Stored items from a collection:
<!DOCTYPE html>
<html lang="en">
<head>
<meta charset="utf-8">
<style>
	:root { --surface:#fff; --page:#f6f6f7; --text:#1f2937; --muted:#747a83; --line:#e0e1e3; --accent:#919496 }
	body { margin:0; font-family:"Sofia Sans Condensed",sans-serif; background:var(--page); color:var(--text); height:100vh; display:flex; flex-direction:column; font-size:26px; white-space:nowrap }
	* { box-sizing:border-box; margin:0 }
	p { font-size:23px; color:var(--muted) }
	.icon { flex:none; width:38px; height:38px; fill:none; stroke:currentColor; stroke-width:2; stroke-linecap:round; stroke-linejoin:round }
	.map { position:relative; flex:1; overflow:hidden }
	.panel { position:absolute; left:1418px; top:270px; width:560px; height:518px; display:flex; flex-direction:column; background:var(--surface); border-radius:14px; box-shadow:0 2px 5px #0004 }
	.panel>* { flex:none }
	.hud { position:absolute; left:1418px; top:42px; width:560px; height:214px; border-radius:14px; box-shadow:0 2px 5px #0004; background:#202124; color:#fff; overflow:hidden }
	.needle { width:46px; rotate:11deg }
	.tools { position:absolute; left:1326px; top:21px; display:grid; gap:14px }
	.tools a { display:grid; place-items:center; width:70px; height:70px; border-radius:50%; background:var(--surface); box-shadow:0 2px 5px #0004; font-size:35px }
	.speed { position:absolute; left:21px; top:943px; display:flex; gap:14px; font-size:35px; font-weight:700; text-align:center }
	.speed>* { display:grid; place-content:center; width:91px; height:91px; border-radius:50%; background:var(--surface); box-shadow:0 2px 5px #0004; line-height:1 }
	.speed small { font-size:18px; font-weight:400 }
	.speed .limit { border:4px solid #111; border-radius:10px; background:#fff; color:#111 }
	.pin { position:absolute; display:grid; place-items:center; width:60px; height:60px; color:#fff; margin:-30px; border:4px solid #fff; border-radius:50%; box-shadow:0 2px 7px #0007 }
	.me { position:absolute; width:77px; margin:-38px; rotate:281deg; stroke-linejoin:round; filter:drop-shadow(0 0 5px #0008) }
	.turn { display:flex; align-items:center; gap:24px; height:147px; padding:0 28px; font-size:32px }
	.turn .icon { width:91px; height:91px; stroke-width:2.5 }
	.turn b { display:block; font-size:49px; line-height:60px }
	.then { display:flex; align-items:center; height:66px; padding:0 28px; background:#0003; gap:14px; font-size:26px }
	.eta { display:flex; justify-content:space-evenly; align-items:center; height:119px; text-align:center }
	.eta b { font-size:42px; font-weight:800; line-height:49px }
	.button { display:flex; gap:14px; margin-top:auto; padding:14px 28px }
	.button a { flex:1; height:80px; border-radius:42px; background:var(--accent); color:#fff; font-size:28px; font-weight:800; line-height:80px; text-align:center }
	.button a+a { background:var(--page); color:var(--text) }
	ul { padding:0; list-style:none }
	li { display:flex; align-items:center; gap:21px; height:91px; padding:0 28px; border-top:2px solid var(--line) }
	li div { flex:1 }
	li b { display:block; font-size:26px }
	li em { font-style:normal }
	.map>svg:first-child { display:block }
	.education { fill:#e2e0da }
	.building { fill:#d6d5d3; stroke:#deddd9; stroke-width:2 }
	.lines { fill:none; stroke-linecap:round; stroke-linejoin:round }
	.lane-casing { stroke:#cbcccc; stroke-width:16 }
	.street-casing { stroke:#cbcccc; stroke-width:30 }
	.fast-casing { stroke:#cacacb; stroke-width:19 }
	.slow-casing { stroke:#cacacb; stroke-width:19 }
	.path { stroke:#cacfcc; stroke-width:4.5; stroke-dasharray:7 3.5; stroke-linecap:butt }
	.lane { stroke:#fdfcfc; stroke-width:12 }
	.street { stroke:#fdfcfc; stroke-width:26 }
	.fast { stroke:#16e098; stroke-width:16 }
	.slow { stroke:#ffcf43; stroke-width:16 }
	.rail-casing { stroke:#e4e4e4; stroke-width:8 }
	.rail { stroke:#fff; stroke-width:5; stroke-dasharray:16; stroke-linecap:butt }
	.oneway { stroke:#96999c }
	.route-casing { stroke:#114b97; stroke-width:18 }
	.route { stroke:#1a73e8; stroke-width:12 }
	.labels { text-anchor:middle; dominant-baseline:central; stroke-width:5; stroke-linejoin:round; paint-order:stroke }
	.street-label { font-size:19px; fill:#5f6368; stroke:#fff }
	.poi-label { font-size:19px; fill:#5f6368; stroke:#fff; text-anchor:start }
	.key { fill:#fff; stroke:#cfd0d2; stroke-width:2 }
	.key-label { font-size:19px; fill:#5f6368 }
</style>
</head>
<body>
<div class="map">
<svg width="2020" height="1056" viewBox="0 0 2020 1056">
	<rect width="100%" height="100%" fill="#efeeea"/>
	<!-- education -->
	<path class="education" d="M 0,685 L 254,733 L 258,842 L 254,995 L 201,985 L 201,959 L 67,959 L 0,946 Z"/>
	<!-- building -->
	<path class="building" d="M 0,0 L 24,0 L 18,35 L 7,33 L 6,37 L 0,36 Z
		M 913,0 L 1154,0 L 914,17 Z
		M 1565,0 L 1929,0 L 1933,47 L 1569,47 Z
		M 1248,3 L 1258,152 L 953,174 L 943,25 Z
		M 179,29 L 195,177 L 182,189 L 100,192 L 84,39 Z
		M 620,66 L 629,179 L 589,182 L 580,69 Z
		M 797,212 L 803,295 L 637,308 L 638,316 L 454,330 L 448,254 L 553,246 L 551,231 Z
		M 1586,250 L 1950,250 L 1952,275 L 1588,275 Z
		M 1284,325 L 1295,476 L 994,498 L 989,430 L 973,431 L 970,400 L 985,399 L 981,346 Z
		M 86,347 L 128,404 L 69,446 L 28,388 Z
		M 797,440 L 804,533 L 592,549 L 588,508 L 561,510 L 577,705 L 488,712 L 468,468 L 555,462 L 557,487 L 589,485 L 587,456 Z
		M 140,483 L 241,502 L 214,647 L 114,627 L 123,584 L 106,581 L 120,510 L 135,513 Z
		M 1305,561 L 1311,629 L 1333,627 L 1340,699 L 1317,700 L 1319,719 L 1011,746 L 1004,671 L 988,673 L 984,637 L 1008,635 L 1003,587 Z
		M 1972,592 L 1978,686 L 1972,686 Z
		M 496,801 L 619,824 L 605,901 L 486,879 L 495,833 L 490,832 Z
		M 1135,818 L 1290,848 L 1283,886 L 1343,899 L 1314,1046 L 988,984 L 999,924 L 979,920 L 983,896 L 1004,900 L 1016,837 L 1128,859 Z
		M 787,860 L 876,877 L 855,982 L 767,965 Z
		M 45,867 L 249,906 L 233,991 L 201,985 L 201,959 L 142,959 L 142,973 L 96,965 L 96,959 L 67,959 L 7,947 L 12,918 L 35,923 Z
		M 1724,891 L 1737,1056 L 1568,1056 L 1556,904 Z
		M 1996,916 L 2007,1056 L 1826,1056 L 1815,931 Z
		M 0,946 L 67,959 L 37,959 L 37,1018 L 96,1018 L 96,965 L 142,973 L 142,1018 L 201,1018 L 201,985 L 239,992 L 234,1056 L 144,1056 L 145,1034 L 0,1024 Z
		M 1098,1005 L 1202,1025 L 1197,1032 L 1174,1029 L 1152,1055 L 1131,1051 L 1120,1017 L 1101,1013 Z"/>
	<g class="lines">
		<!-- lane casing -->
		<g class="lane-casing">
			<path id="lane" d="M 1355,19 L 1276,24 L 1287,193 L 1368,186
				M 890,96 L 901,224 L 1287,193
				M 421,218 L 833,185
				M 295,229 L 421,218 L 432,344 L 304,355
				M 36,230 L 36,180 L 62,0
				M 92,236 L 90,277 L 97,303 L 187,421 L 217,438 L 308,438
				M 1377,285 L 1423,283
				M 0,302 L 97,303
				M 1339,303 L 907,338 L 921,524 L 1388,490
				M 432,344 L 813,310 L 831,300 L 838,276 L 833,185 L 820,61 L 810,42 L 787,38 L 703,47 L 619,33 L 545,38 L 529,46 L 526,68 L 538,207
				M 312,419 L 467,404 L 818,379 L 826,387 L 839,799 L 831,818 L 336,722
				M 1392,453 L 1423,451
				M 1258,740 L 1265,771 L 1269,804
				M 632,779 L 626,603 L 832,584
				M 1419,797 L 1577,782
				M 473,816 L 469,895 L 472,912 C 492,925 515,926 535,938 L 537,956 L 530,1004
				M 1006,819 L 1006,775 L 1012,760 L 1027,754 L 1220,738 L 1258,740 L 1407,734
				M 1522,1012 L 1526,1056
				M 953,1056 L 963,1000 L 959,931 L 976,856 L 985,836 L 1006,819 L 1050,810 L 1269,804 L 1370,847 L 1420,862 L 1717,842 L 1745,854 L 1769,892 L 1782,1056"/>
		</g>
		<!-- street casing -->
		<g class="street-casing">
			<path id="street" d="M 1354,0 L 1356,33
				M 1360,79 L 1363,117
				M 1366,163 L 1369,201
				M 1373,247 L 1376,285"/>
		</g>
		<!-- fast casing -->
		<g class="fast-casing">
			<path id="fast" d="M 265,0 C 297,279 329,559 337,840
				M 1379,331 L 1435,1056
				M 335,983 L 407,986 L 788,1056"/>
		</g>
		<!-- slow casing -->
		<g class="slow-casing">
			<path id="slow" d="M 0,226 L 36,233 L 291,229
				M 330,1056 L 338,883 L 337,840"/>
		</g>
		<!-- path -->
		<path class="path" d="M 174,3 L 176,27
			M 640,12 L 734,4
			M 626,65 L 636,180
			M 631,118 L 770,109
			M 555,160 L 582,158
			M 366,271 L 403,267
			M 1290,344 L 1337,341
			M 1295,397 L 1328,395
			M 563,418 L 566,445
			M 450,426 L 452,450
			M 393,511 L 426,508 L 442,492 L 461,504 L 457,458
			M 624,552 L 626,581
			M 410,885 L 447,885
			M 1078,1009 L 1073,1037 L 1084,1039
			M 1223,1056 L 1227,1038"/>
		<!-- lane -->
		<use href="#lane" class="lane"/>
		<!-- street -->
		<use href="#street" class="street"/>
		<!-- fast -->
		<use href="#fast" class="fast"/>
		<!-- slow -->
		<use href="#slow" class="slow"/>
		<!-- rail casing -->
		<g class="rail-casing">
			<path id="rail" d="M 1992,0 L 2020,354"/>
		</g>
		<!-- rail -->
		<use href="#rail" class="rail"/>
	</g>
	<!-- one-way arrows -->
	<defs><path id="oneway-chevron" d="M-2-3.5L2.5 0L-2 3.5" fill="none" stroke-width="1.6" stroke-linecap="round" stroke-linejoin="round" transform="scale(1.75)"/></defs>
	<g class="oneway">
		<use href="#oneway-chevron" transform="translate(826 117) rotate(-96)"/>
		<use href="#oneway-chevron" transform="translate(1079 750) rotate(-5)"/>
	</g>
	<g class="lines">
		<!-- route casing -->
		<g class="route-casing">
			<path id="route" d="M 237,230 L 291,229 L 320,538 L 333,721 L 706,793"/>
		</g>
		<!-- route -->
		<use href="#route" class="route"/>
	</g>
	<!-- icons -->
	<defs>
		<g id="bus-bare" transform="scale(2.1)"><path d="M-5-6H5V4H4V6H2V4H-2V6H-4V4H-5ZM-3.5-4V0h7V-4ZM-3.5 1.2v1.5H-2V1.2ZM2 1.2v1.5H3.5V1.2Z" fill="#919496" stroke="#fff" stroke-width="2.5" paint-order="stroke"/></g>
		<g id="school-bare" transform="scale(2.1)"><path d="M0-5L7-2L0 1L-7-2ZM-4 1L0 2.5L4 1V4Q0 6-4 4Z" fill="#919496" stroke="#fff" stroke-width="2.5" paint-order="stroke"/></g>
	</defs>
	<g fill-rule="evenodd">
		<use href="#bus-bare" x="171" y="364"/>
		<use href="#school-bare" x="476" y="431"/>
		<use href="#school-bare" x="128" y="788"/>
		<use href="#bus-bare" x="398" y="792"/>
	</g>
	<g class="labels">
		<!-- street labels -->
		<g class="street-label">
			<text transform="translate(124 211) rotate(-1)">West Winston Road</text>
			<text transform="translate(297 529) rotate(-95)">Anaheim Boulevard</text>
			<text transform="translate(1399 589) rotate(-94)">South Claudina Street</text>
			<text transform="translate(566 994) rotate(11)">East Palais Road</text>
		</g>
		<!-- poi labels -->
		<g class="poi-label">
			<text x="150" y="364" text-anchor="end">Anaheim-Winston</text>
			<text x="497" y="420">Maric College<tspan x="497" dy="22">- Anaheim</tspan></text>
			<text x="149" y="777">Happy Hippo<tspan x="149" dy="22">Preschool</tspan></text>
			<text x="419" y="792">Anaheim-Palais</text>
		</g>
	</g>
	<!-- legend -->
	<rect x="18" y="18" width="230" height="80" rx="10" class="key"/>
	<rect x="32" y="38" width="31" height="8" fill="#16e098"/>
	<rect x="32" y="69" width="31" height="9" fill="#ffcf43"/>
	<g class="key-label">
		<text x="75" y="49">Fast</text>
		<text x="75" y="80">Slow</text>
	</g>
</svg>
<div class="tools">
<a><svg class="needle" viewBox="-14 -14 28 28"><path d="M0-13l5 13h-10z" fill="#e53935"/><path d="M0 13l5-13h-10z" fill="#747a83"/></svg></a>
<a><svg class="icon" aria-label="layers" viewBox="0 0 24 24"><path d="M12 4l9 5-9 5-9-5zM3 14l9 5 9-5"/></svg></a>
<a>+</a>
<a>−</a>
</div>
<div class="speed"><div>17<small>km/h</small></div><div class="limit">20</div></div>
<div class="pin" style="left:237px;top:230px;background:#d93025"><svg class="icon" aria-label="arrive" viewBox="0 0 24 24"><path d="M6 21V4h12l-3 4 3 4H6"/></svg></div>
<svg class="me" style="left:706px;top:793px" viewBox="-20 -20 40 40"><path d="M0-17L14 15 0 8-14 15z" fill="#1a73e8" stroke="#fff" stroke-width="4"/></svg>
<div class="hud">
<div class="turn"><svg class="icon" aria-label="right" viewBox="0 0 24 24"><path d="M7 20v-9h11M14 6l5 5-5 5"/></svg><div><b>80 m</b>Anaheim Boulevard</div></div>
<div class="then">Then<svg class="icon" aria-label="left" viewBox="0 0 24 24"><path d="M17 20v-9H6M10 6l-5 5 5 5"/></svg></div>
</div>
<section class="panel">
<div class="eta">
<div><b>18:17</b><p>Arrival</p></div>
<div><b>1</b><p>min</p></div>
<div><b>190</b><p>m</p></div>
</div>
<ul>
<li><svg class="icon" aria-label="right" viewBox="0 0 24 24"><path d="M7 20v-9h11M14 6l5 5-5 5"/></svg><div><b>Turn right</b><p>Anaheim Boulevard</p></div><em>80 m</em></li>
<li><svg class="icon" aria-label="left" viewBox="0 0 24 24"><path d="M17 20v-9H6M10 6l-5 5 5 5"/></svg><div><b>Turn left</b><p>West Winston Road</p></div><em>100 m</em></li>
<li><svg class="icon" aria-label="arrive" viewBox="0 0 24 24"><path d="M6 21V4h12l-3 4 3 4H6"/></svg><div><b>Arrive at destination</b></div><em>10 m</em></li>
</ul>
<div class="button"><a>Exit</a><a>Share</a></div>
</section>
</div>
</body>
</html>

● **TRY IT**:
A single number is the whole answer: how many lines of the records contain the word "column".

● **SOLUTION TO THIS TASK**:
2